Data entries:
* * * *

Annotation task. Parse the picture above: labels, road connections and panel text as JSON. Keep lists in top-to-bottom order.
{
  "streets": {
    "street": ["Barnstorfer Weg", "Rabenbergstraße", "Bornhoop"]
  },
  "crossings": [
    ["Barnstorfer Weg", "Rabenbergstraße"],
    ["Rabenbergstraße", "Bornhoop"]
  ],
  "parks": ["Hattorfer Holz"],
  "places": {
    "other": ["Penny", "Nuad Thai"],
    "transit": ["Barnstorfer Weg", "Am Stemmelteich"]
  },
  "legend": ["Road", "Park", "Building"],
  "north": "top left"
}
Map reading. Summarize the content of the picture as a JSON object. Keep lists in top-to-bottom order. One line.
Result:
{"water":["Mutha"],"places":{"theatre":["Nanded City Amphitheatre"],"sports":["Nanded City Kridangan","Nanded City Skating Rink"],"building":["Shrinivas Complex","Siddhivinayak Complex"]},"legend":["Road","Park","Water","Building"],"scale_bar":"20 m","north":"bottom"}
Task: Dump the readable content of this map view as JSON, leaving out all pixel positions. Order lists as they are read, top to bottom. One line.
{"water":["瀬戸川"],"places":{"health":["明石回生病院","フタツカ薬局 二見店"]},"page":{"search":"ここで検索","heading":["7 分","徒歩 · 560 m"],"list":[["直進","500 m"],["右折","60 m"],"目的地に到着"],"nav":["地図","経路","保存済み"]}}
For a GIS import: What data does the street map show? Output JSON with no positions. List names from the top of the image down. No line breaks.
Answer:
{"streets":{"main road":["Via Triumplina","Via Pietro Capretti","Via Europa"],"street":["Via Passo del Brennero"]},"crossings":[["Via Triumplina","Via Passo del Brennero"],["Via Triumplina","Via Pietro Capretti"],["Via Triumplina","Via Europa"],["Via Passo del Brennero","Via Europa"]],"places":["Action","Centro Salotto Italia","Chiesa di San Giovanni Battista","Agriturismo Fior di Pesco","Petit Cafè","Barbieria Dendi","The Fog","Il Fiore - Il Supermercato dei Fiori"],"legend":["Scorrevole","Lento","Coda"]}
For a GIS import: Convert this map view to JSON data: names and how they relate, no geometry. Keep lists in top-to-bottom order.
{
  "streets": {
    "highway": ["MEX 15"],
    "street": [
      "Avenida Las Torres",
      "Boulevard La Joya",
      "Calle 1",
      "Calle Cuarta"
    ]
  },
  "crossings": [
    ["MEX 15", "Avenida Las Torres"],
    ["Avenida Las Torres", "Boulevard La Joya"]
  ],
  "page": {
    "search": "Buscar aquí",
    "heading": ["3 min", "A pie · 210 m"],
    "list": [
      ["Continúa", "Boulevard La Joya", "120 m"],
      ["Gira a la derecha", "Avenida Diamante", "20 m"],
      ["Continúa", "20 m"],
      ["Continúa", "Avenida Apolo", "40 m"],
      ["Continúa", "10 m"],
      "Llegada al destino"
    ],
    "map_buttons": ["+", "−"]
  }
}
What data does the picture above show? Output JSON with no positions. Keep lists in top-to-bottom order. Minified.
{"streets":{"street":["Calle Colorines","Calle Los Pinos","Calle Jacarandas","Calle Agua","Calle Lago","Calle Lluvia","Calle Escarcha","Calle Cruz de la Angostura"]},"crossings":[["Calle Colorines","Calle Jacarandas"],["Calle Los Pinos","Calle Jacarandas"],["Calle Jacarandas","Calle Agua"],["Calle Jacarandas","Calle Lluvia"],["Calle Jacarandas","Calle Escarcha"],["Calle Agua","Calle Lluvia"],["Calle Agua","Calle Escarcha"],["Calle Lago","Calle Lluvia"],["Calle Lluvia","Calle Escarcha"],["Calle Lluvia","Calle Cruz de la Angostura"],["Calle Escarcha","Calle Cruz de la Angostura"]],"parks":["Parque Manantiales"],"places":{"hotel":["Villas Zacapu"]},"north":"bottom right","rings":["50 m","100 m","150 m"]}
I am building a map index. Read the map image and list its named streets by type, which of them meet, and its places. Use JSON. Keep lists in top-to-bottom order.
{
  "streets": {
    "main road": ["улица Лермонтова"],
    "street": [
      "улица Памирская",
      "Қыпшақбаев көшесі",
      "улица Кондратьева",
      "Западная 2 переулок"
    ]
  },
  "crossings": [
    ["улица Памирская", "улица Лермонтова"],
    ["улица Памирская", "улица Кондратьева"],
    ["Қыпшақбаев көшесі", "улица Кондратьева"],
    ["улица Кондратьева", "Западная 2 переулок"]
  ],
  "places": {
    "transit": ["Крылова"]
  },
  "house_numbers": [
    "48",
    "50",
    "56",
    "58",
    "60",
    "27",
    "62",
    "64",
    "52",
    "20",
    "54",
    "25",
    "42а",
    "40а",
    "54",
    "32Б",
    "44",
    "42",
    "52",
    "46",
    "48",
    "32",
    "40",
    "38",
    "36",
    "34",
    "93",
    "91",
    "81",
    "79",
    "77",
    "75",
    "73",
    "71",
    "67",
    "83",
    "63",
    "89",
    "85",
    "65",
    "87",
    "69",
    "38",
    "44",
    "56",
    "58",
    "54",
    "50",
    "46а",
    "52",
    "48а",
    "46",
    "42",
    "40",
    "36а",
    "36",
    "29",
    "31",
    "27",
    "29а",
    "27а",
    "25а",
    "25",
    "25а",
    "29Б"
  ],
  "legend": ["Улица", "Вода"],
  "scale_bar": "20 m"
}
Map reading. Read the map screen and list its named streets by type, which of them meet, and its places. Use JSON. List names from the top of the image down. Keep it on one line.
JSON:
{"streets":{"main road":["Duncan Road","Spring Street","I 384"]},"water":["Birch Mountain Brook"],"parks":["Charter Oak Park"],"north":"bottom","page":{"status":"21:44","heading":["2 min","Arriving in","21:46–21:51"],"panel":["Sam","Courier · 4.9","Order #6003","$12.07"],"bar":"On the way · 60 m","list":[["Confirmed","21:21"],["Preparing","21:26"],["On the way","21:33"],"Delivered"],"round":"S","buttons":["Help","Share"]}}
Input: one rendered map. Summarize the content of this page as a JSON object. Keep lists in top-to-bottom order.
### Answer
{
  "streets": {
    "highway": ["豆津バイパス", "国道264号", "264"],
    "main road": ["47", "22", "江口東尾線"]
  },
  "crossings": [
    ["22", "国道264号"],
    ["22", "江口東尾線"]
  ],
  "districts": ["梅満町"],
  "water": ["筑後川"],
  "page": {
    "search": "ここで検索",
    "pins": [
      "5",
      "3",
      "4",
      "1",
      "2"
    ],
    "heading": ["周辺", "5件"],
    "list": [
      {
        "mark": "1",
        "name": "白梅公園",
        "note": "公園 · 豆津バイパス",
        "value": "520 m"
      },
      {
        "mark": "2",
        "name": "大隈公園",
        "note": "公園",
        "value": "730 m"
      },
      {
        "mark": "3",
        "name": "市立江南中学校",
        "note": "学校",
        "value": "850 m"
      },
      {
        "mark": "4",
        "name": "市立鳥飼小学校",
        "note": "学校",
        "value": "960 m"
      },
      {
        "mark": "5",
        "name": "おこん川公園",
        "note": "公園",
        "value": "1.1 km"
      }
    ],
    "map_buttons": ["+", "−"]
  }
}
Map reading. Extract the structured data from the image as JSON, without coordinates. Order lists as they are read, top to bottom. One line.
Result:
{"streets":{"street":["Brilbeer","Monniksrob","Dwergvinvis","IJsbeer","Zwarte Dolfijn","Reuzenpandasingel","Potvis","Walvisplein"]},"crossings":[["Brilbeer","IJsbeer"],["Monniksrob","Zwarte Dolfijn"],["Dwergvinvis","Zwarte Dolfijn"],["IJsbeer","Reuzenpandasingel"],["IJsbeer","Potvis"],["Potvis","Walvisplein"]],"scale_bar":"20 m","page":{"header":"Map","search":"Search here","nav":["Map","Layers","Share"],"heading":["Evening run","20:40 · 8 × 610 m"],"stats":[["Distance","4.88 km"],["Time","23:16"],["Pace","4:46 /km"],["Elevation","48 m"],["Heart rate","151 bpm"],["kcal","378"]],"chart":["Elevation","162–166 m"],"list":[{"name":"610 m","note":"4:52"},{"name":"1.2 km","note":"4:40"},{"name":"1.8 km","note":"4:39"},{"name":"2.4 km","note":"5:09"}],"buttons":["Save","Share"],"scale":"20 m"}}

* * * *

INSTRUCTIONS TO FOLLOW: Counting only lines that hold "Summarize", report how many there are in the records above, as a bare number.

SOLVED PROBLEM: 2